Schuman, Adenauer e De Gasperi diedero alle idee tecnocratiche loro uno spessore politico. Tuttavia, l’unica “politica comune” allora immaginata, su richiesta di Parigi, era quella agricola per il peso che il settore aveva in Francia e per la forma particolare di protezionismo francese del comparto. Nessuno di loro pensava a un’Ue a 28 Stati o a una moneta unica. Solamente De Gaulle parlava di “un’Europa dall’Atlantico agli Urali”, un accordo molto flessibile e in funzione di quello che il Presidente francese pensava fosse un modo di equilibrare quello che considerava lo “strapotere” degli Usa. Il resto, sostiene Karagiannis, è “euromitologia”.
È sotto gli occhi di tutti il probabile, piuttosto che eventuale o possibile, sgretolamento dell’Ue a 28. Sotto il profilo economico, siamo da quindici anni alle prese con un gruppo di Paesi che affonda nelle stagnazione ed è spesso ai bordi della deflazione: il consenso generale è che un’unione monetaria prematura e forse mal concepita sia alla base della divergenza che ha rimpiazzato la convergenza agognata dai “padri fondatori”. Sotto il profilo politico, la risposta alle migrazioni dal Nord Africa e dal Medio Oriente indicano che le differenze di valori si sono accentuate, come dimostrato da vari studi di Luigi Guiso (il più recente è il Chicago Booth n.15/23 scritto con Paola Sapienza e Luigi Zingales).
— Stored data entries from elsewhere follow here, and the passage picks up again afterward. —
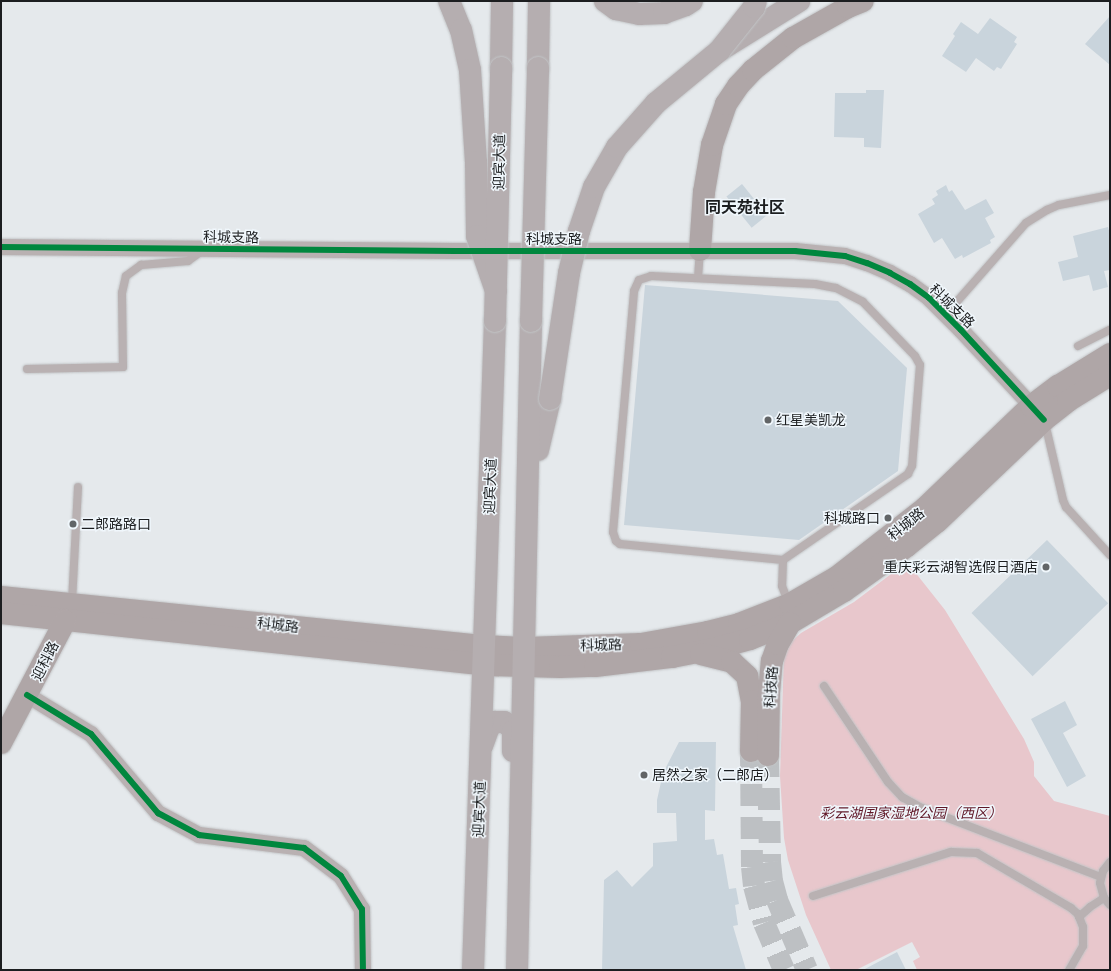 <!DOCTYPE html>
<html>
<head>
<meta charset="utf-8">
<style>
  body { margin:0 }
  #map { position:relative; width:1111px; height:971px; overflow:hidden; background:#e5e9ec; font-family:Merriweather,"Noto Sans SC",serif }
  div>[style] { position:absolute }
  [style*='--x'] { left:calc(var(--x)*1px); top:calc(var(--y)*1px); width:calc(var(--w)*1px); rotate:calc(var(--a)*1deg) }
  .green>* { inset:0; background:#e8c7cc }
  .building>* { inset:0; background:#c9d4dc; transform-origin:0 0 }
  .secondary-tunnel>* { height:22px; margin-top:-11px; transform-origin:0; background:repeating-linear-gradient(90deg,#bdc0c3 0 22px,transparent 0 33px) }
  .roads { filter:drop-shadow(0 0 1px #c2c4c6) drop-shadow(0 0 1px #c2c4c6) }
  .lane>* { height:8px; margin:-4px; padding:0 4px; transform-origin:4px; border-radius:4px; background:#b9b1b2 }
  .street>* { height:16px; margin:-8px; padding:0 8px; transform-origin:8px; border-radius:8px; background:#b9b1b2 }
  .secondary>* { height:22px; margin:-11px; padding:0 11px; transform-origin:11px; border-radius:11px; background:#afa6a7 }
  .highway>* { height:22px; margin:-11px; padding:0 11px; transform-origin:11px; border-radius:11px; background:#b5aeb0 }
  .bridges { filter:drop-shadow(0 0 1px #c2c4c6) drop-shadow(0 0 1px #c2c4c6) }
  .highway-bridge>* { height:22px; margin:-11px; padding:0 11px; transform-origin:11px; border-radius:11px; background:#b5aeb0 }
  .cycleway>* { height:6px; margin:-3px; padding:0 3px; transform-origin:3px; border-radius:3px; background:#00873e }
  .dots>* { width:11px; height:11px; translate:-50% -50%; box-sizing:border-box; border:2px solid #f0f7fc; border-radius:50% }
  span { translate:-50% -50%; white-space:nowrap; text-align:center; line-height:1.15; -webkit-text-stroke:3px #f0f7fc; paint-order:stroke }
  .street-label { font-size:14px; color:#1c1e20 }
  .poi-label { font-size:14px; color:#1c1e20 }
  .left { translate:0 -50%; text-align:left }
  .right { translate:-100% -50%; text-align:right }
  .park-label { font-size:14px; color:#601727; font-style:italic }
  .quarter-label { font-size:16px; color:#1c1e20; font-weight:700 }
  .frame { position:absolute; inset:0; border:2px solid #1c1e20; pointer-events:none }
</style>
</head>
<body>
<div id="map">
  <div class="green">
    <i style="clip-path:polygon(907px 562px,945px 610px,1024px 739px,1034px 762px,1034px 776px,1054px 801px,1110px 816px,1110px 970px,917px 970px,913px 961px,920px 957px,912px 942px,856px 970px,831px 970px,806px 915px,788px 860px,784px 838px,780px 776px,784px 654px,791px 642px,801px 633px,854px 602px)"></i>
  </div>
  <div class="building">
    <i style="clip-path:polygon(1110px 16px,1110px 65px,1085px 44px)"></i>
    <i style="clip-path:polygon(990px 18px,1017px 37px,1014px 42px,1017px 44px,1001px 69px,997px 67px,994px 71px,976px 58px,966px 72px,942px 56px,955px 36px,953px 34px,961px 22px,978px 34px)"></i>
    <i style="clip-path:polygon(866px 90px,884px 90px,881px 148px,864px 147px,864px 138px,834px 137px,835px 93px,866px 93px)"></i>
    <i style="left:742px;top:184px;width:40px;height:20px;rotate:51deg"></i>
    <i style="clip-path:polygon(946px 185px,949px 192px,952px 190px,965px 210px,986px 199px,994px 213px,985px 218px,995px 237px,990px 240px,991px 243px,963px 258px,962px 255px,955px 259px,942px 238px,934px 243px,918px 214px,935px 204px,932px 199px,938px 195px,936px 191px)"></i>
    <i style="clip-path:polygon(1108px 227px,1110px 234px,1110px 270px,1104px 271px,1108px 287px,1093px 291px,1089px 275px,1063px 281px,1058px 262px,1078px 257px,1073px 236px)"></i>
    <i style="clip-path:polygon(645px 285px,838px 301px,907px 368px,898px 471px,799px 540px,624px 525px)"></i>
    <i style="left:1047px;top:540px;width:88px;height:105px;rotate:46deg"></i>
    <i style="clip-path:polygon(1065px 701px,1077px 725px,1063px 733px,1086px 776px,1067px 787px,1031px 719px)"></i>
    <i style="clip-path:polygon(679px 742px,716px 742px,715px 811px,705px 810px,705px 840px,714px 839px,717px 855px,723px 854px,729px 889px,736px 888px,739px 904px,735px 905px,738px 925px,733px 926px,746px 970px,602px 970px,604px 880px,617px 870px,632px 887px,653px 866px,653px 843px,677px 841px,676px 813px,657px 813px,657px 800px,663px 773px)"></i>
    <i style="clip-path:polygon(897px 952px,906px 970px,863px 970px)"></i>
  </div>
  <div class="secondary-tunnel">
    <i style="--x:751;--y:751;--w:116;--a:89.5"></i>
    <i style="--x:752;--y:867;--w:19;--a:84"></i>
    <i style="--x:754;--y:886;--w:38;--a:75"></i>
    <i style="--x:764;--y:923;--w:51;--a:66.9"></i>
    <i style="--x:768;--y:755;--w:107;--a:88.9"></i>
    <i style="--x:770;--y:862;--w:19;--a:84"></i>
    <i style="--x:772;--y:881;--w:20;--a:75"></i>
    <i style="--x:777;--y:900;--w:76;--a:66.8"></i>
  </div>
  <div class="roads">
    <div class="lane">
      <i style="--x:651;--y:276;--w:164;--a:2.8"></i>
      <i style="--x:815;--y:284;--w:21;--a:11"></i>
      <i style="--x:836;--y:288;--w:30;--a:27"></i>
      <i style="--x:863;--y:302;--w:75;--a:46.1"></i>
      <i style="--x:915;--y:356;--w:10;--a:61"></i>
      <i style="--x:920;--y:365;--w:101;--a:94.5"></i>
      <i style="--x:912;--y:466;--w:9;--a:117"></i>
      <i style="--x:908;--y:474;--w:152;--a:145.5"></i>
      <i style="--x:783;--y:560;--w:164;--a:-174.4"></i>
      <i style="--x:620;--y:544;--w:5;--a:-143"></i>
      <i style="--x:616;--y:541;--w:9;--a:-108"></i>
      <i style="--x:613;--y:532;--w:242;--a:-85"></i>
      <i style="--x:634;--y:291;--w:12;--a:-66"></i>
      <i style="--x:639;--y:280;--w:13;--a:-18"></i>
      <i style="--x:698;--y:278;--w:27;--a:-86"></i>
      <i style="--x:946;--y:314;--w:121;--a:-48.7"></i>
      <i style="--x:1026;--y:223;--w:25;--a:-32"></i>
      <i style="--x:1047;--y:210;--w:13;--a:-23"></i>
      <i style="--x:1059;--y:205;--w:52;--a:-11.1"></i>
      <i style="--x:1078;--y:346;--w:36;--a:-27"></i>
      <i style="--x:27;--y:369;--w:96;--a:-1.2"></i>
      <i style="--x:123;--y:367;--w:74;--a:-90.8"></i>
      <i style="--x:122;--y:293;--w:17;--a:-77"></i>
      <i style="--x:126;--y:276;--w:19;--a:-36"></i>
      <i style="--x:141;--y:265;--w:47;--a:-4.9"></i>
      <i style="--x:188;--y:261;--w:17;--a:-36"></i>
      <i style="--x:1045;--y:423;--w:79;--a:76.8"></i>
      <i style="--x:1063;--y:500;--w:8;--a:67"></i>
      <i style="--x:1066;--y:507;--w:65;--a:47.5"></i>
      <i style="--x:783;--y:560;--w:26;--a:92"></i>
      <i style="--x:782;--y:586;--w:19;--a:69"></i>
      <i style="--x:72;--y:602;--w:115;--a:-87"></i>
      <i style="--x:824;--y:686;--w:115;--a:56.3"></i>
      <i style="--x:888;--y:782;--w:21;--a:47"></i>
      <i style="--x:902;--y:797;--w:23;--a:29"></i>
      <i style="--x:922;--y:808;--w:192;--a:21.1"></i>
      <i style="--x:1110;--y:862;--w:11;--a:128"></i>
      <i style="--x:1103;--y:871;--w:12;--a:104"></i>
      <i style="--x:1100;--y:883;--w:16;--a:75"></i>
      <i style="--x:1104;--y:898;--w:9;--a:49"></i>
      <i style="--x:813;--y:896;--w:145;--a:-17.7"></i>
      <i style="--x:951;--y:852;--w:26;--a:2"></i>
      <i style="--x:977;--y:853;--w:109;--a:30.3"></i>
      <i style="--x:1071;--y:908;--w:9;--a:41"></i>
      <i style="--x:1078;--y:914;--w:14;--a:69"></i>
      <i style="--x:1083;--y:927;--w:19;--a:90"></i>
      <i style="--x:1083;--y:946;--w:28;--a:120"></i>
      <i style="--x:1079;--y:917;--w:15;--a:-42"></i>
      <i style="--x:1090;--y:907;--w:17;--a:-33"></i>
    </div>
    <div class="street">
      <i style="--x:1;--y:247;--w:454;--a:0.5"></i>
      <i style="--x:455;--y:251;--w:340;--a:0"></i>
      <i style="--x:795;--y:251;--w:50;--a:5.7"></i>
      <i style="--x:845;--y:256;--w:23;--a:18"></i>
      <i style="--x:867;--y:263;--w:25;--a:23"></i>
      <i style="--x:890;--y:273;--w:23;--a:29"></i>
      <i style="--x:910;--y:284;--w:24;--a:36"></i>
      <i style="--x:929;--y:298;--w:45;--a:45"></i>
      <i style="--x:961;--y:330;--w:113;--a:47.1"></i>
      <i style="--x:27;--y:695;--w:75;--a:31.4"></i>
      <i style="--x:91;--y:734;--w:104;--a:49.7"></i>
      <i style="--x:158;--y:813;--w:47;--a:28.2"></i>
      <i style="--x:199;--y:835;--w:106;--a:7.1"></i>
      <i style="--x:304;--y:848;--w:46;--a:37.1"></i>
      <i style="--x:341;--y:876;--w:39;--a:58"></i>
      <i style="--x:362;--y:909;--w:61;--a:89.1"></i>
    </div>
    <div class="secondary">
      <i style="--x:700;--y:250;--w:58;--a:-86.1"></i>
      <i style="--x:704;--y:192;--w:48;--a:-80.3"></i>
      <i style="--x:712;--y:145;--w:43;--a:-71.1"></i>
      <i style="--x:726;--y:104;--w:22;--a:-56"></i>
      <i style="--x:738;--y:86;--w:22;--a:-47"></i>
      <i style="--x:753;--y:70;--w:51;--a:-38.7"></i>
      <i style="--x:793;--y:38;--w:63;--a:-29.4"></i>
      <i style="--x:848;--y:7;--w:16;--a:-22"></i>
      <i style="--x:1;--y:597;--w:486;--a:5.8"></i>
      <i style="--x:485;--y:646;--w:40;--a:2.9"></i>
      <i style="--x:525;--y:648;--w:116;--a:-2"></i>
      <i style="--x:641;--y:644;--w:68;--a:-10.2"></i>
      <i style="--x:708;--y:632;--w:32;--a:-14"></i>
      <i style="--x:739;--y:624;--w:55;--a:-21.4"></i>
      <i style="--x:790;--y:604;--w:54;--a:-29.9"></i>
      <i style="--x:837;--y:577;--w:112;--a:-38.1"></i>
      <i style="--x:925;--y:508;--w:147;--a:-43.9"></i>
      <i style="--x:1031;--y:406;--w:34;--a:-37"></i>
      <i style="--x:1058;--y:386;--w:61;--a:-31.6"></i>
      <i style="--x:1;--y:613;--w:486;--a:6.1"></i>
      <i style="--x:484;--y:665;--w:76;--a:1.5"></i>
      <i style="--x:560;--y:667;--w:35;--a:-2"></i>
      <i style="--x:595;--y:666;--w:78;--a:-6.7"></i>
      <i style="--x:672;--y:657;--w:42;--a:-11"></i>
      <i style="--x:713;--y:649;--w:38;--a:-15"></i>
      <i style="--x:750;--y:639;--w:43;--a:-21.8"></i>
      <i style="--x:790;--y:623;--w:63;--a:-30.7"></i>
      <i style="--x:844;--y:591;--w:77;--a:-35.5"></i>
      <i style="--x:907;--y:546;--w:38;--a:-39"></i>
      <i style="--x:937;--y:522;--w:148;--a:-43.6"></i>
      <i style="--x:1044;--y:420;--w:31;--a:-38"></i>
      <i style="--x:1068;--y:401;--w:49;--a:-31.8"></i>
      <i style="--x:701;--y:654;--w:32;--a:14"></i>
      <i style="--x:732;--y:662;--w:21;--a:43"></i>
      <i style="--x:747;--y:676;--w:25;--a:79"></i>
      <i style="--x:752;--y:701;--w:50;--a:91.1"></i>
      <i style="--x:1;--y:743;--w:138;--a:-62.3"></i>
      <i style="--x:768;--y:755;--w:62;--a:-89.1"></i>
      <i style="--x:769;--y:693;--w:32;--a:-85"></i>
      <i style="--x:772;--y:661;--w:18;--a:-71"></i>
      <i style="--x:778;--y:644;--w:24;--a:-60"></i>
    </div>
    <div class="highway">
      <i style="--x:605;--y:1;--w:14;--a:36"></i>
      <i style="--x:616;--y:9;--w:24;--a:12"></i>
      <i style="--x:639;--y:14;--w:25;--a:-2"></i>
      <i style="--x:664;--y:13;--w:23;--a:-20"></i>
      <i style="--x:686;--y:5;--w:7;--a:-34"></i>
      <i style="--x:722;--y:49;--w:91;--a:-31.9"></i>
      <i style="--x:501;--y:68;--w:67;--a:-89.1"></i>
      <i style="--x:538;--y:68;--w:67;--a:-89.1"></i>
      <i style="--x:538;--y:450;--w:52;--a:-76.8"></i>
      <i style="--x:482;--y:746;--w:20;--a:-70"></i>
      <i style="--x:489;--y:727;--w:8;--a:-40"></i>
      <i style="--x:495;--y:722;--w:9;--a:0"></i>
      <i style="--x:504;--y:722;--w:9;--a:36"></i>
      <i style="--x:511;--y:727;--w:4;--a:63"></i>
      <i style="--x:513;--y:731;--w:20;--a:90"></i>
      <i style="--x:473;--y:970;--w:649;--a:-88.06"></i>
      <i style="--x:517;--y:970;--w:649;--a:-88.76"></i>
    </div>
  </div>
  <div class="bridges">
    <div class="highway-bridge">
      <i style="--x:449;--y:1;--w:31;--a:68"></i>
      <i style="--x:461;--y:30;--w:41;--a:77.3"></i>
      <i style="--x:470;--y:70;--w:92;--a:86.3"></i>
      <i style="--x:476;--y:162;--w:74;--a:89.2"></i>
      <i style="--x:477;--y:236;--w:58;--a:70.9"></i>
      <i style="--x:495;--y:321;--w:253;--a:-88.6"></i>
      <i style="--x:531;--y:321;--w:253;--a:-88.4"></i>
      <i style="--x:550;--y:399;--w:127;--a:-81.4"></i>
      <i style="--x:569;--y:273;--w:43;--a:-76.6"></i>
      <i style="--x:579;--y:231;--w:46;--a:-71.2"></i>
      <i style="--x:594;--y:187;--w:46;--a:-60.1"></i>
      <i style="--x:617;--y:147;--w:59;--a:-48.4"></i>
      <i style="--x:656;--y:103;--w:82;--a:-39.5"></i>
      <i style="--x:719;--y:51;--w:56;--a:-51.5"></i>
      <i style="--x:754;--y:7;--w:6;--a:-72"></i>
    </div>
  </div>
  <div class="cycleway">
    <i style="--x:1;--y:247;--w:454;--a:0.5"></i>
    <i style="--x:455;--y:251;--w:340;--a:0"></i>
    <i style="--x:795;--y:251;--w:50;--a:5.7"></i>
    <i style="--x:845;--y:256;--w:23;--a:18"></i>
    <i style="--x:867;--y:263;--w:25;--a:23"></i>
    <i style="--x:890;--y:273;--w:23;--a:29"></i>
    <i style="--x:910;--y:284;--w:24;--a:36"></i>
    <i style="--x:929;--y:298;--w:45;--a:45"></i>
    <i style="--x:961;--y:330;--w:122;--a:47.3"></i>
    <i style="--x:27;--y:695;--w:75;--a:31.4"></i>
    <i style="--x:91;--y:734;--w:104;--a:49.7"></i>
    <i style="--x:158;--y:813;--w:47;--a:28.2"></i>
    <i style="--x:199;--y:835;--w:106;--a:7.1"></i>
    <i style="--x:304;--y:848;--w:46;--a:37.1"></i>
    <i style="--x:341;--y:876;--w:39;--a:58"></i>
    <i style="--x:362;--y:909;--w:61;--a:89.1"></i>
  </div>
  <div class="dots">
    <i style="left:768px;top:420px;background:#626567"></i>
    <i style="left:888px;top:518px;background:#626567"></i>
    <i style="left:73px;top:524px;background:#626567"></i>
    <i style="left:1046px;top:567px;background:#626567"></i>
    <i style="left:644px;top:775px;background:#626567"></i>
  </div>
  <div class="street-label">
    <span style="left:499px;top:162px;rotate:-89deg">迎宾大道</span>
    <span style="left:231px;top:237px;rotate:1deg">科城支路</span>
    <span style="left:554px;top:239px">科城支路</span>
    <span style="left:952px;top:306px;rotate:44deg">科城支路</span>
    <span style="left:490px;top:486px;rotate:-88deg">迎宾大道</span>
    <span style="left:906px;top:524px;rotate:-39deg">科城路</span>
    <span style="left:278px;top:625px;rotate:6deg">科城路</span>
    <span style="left:601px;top:645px;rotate:-2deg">科城路</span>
    <span style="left:45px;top:661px;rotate:-63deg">迎科路</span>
    <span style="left:771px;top:687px;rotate:-86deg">科技路</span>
    <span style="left:479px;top:809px;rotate:-88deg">迎宾大道</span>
  </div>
  <div class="poi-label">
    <span class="left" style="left:776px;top:420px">红星美凯龙</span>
    <span class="right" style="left:880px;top:518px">科城路口</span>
    <span class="left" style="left:81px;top:524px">二郎路路口</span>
    <span class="right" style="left:1038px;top:567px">重庆彩云湖智选假日酒店</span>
    <span class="left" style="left:652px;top:775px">居然之家（二郎店）</span>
  </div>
  <div class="park-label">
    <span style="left:911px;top:813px">彩云湖国家湿地公园（西区）</span>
  </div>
  <div class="quarter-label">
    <span style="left:745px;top:207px">同天苑社区</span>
  </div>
  <div class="frame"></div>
</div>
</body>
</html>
In numerosi Paesi dell’Ue, infine, si rafforzano movimenti e partiti anti-europei che vorrebbero rinegoziare il Trattato di Maastricht e lo stesso Trattato di Roma.
Stanno crescendo le probabilità che uno degli Stati più importanti dell’Ue, la Gran Bretagna, dica, dopo un referendum, addio all’Unione ove nonostante il resto degli Stati abbiano concesso profonde riforme nella sua governance nel senso di una drastica riduzione delle funzioni e dei poteri della Commissione europea, di un rafforzamento di quelli del Parlamento europeo e di un’evoluzione verso accordi intergovernativi anche a geometria variabile.
In questo contesto, occorre ragionare seriamente sui limiti della politica monetaria e se sia saggio avere una politica monetaria comune se diverge non solo sugli obiettivi e sulle strategie ma anche sui valori. Ciò non significa che il “tagliando” al Qe debba concludersi con la definizione di un percorso per sciogliere gradualmente l’eurozona (come avvenuto per quasi tutte le unioni monetarie nate dopo la fine della Seconda guerra mondiale), ma con un invito a mettere in atto politiche e strategie di convergenza economica. Dato che “i valori” sono connaturati a ciascuna società e non possono essere né imposti, né pilotati.